Recently GAFCON revealed that a female bishop was consecrated in South Sudan in December 2016.

The following is the reaction of the breakaway Diocese of Fort Worth under the leadership of Bishop Jack Iker:


“Behold, how good and pleasant it is when brothers dwell in unity.” Psalm 133. 1 
RE: Appointment of Elizabeth Awut as Bishop
To the GAFCON Primates:
Greetings in the strong name of our Lord, Jesus Christ. In advance of the GAFCON meeting in Jerusalem this summer, we renew our gratitude for the many sacrifices the international body of Anglican Christians has made to maintain a community where “the faith once delivered to the saints” may be practiced and preached to the glory of God, the edification of the Church, and the conversion of the world. Indeed, the GAFCON movement has come to the aid of many groups, such as the Diocese of Fort Worth, in our hour of need, for which we maintain an attitude of thanksgiving in prayer and fellowship.
At the same time, we write to express our deepest concerns over the actions taken by the Episcopal Church in South Sudan in consecrating Ms.

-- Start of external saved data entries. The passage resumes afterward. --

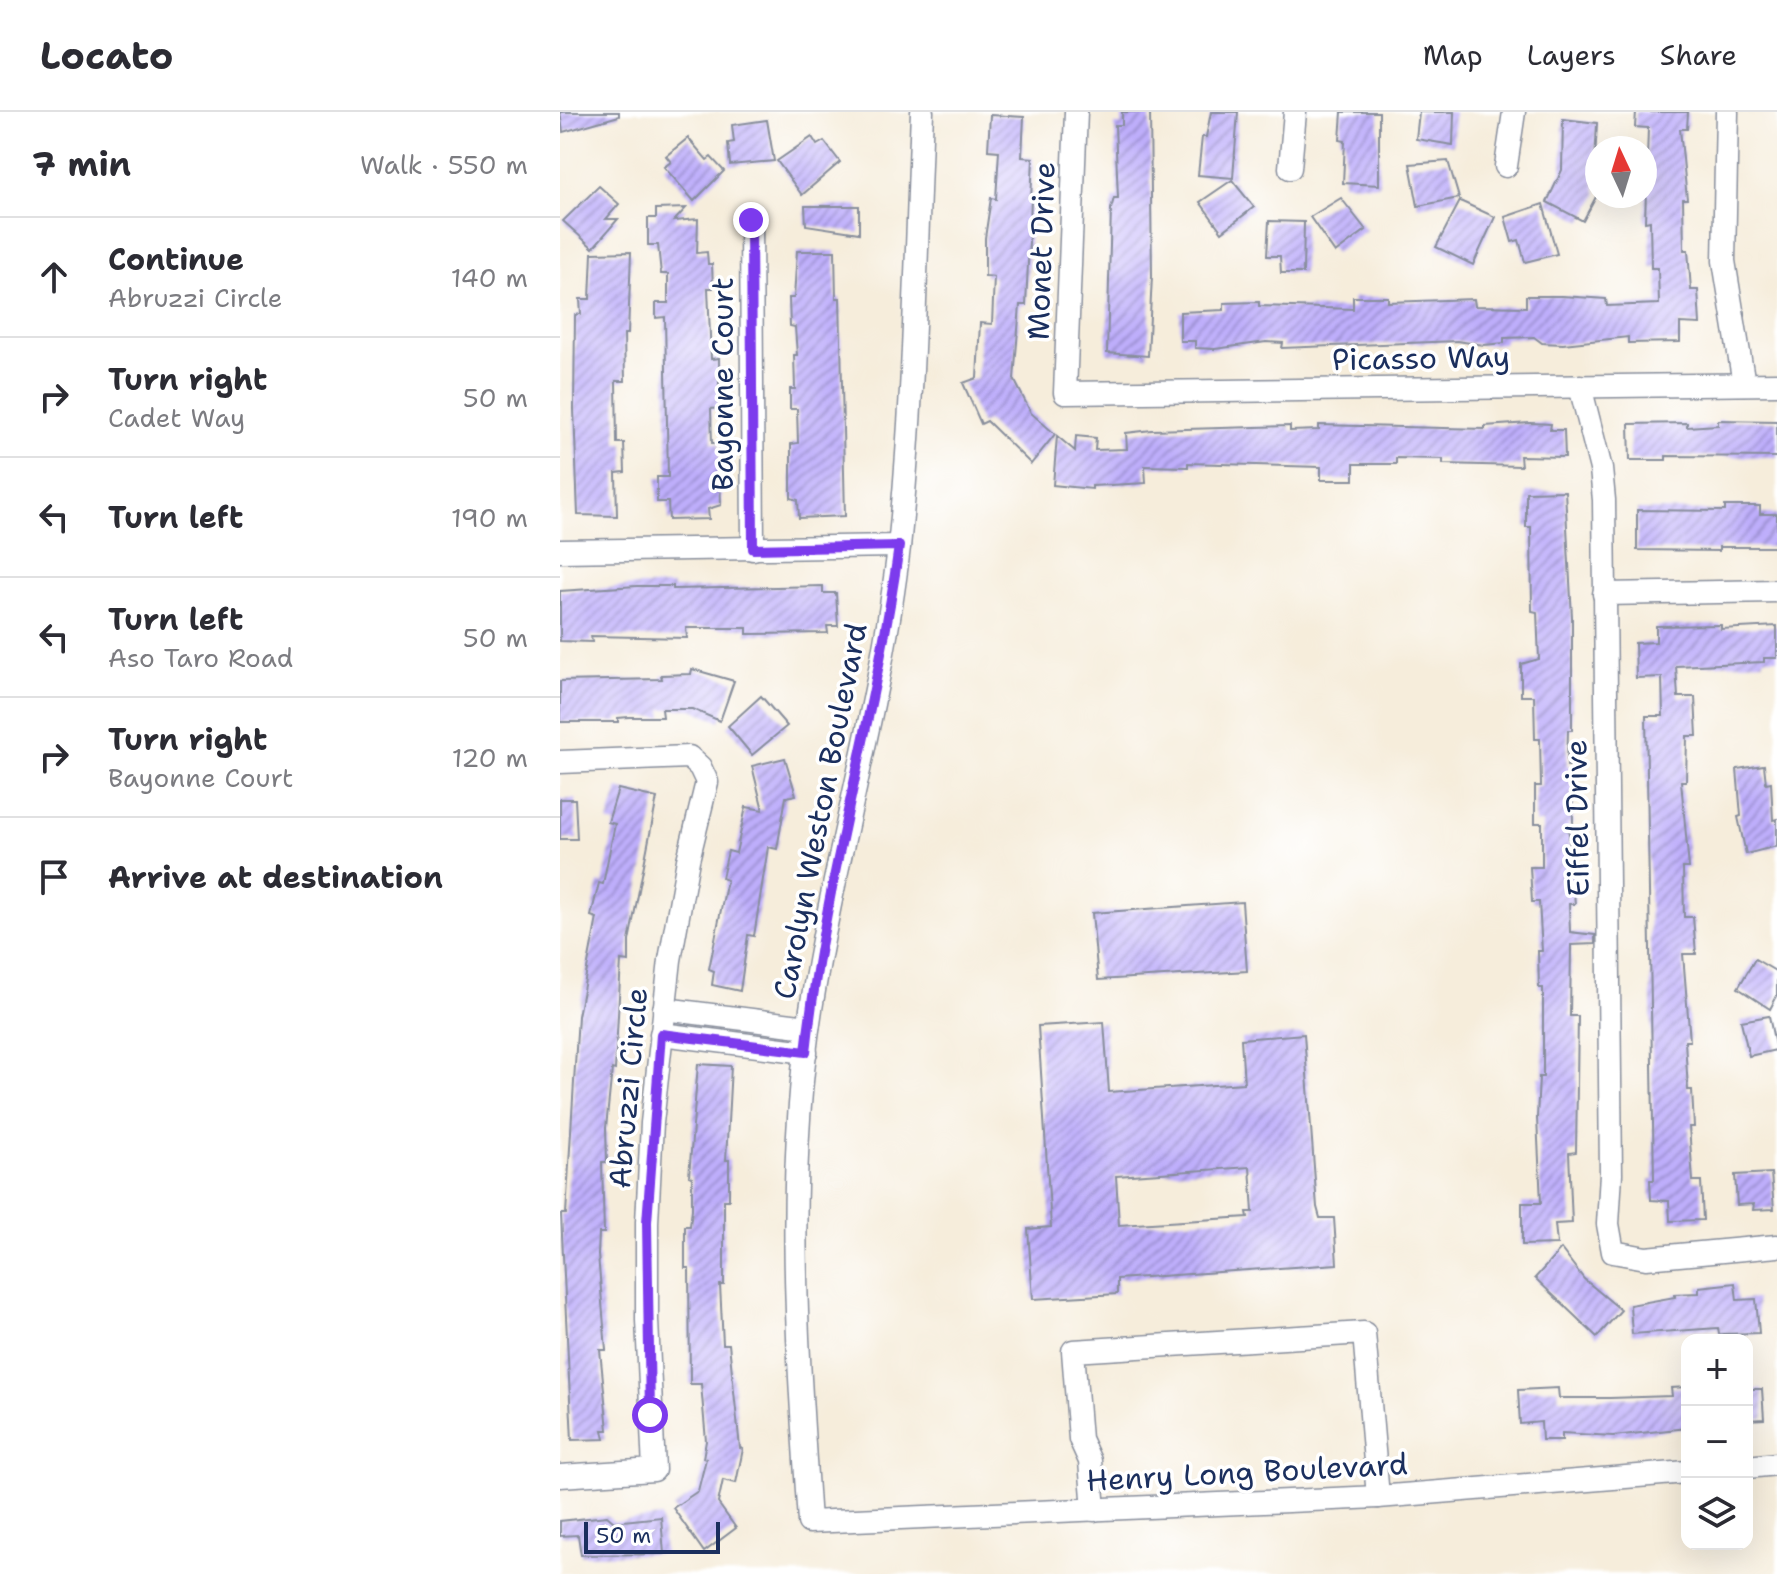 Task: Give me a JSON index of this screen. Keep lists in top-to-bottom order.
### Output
{
  "streets": {
    "street": [
      "Monet Drive",
      "Picasso Way",
      "Bayonne Court",
      "Carolyn Weston Boulevard",
      "Eiffel Drive",
      "Abruzzi Circle",
      "Henry Long Boulevard"
    ]
  },
  "crossings": [
    ["Monet Drive", "Picasso Way"],
    ["Picasso Way", "Eiffel Drive"],
    ["Carolyn Weston Boulevard", "Henry Long Boulevard"]
  ],
  "scale_bar": "50 m",
  "north": "top",
  "page": {
    "header": "Locato",
    "nav": ["Map", "Layers", "Share"],
    "heading": ["7 min", "Walk · 550 m"],
    "list": [
      ["Continue", "Abruzzi Circle", "140 m"],
      ["Turn right", "Cadet Way", "50 m"],
      ["Turn left", "190 m"],
      ["Turn left", "Aso Taro Road", "50 m"],
      ["Turn right", "Bayonne Court", "120 m"],
      "Arrive at destination"
    ],
    "map_buttons": ["+", "−"],
    "scale": "50 m"
  }
}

Elizabeth Awut to the office of Bishop. Firstly, we raise the concern of the mixed messages between “a senior member of GAFCON who asked not to be named” declaring this consecration to be akin to a “wartime expediency” and the quote attributed to the Most Rev. Daniel Deng that “he had long hoped to be able to appoint a woman as bishop and was pleased with the innovation.” Indeed, it is difficult to maintain the thought that both sentiments can be true. While we recognize that the moratorium against the consecration of women to the episcopate established by the GAFCON Primates is of a voluntary nature, yet the disparate and conflicting public statements being made concerning her consecration are deeply troubling. To speak plainly, which is it, some kind of anomaly or a theological conviction?
Moreover, we struggle to understand why it is that the consecration of Ms. Awut has been seemingly kept as a secret within the GAFCON community for over a year. If it is the belief of the South Sudanese that women are rightly consecrated to the episcopacy, why was this not more openly celebrated from the start? Given that her consecration is an innovation within GAFCON, it would seem that this news would naturally be much more public than it has, yet it is not. Why is it only now — over a full year after the fact – being made so public and widely distributed? Why is it that a senior member of GAFCON is making public statements only on the condition of anonymity? Is there something to hide within the broader GAFCON community? If so, what and why? Are we not called to live in the Light?
Having now fought our way through decades of precisely these kinds of trials and tribulations, where various groups have acted unilaterally in similar fashion, not only within The Episcopal Church in the United States, but elsewhere in the Anglican Communion, as is well-known, we find the divergency of public statements being made over this issue distressing. We find the seemingly veiled nature of the consecration for over a year, along with the accompanying questions it raises, deeply disconcerting in the Diocese of Fort Worth, and particularly troublesome in light of the trust we are all trying to establish among us, which is foundational to our common life as brothers and sisters in Christ.
With every effort to maintain “the unity of the Spirit in the bond of peace,” we find ourselves in agreement with the statement offered by the Most. Rev. Peter Jensen of 9 Feb 2018 which states, “…this issue poses a threat to the unity we prize…,” not only on the basis of our biblical and traditional theological convictions, but also as it concerns the events surrounding Ms. Awut’s consecration, as articulated above. Therefore, we respectfully submit our objection in advance of the 2018 GAFCON meeting, in the hopes that this unhelpful irregularity will swiftly be addressed and resolved in a manner that honors the nature of the Body of Christ and the interdependency of what it means to be a Communion.
In Christ,
The Rt. Rev. Jack L. Iker
Bishop, The Diocese of Fort Worth
Fr. Christopher Culpepper
Standing Committee, President

Sources: Here (PDF) and here.

Dislike (1)
Facebooktwittergoogle_pluspinterestlinkedinmail
  Subscribe  
Notify of
Eric Bonetti
Member

Ironically, both sides to the GAFCON internal dispute would seem to be on thin ice.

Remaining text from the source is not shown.